■ What needs to be done
Only the lines of the data holding the string "JSON" need to be returned.

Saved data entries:
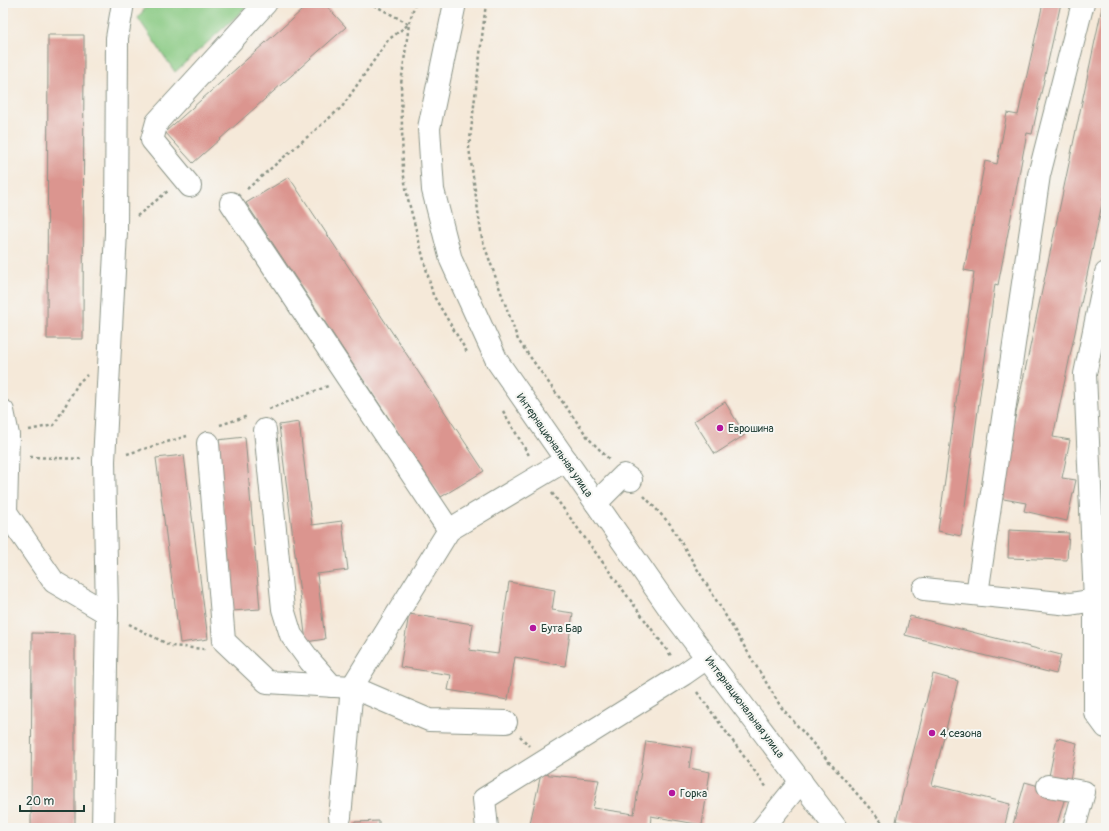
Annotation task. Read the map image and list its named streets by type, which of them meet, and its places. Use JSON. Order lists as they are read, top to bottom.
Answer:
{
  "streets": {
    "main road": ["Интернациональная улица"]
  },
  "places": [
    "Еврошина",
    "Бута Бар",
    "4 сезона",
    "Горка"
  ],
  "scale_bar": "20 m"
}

* * *

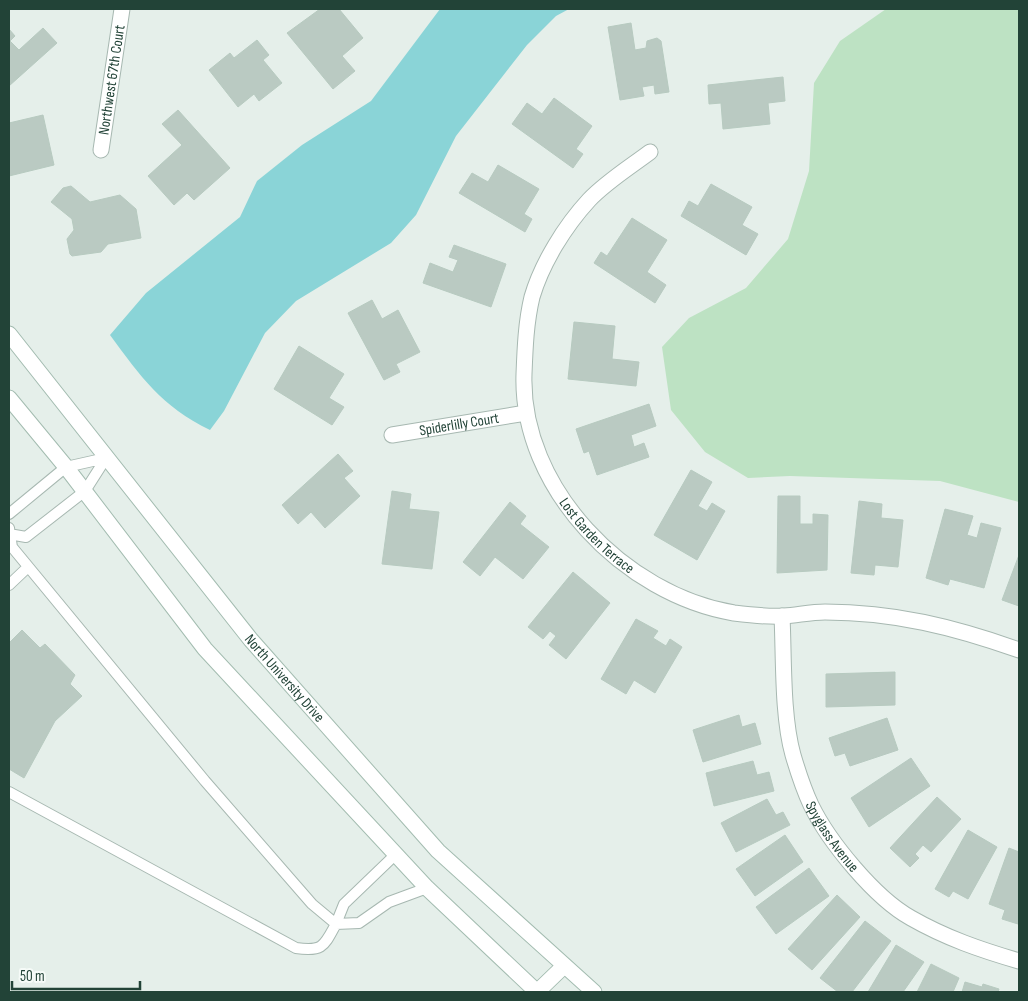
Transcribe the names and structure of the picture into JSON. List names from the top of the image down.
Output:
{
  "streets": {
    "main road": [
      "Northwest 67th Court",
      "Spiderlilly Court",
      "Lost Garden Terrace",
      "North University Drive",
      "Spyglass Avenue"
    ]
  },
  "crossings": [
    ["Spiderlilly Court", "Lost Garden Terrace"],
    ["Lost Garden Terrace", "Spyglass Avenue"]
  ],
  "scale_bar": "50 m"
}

■ Completed task
Annotation task. Read the map image and list its named streets by type, which of them meet, and its places. Use JSON. Order lists as they are read, top to bottom.
Transcribe the names and structure of the picture into JSON. List names from the top of the image down.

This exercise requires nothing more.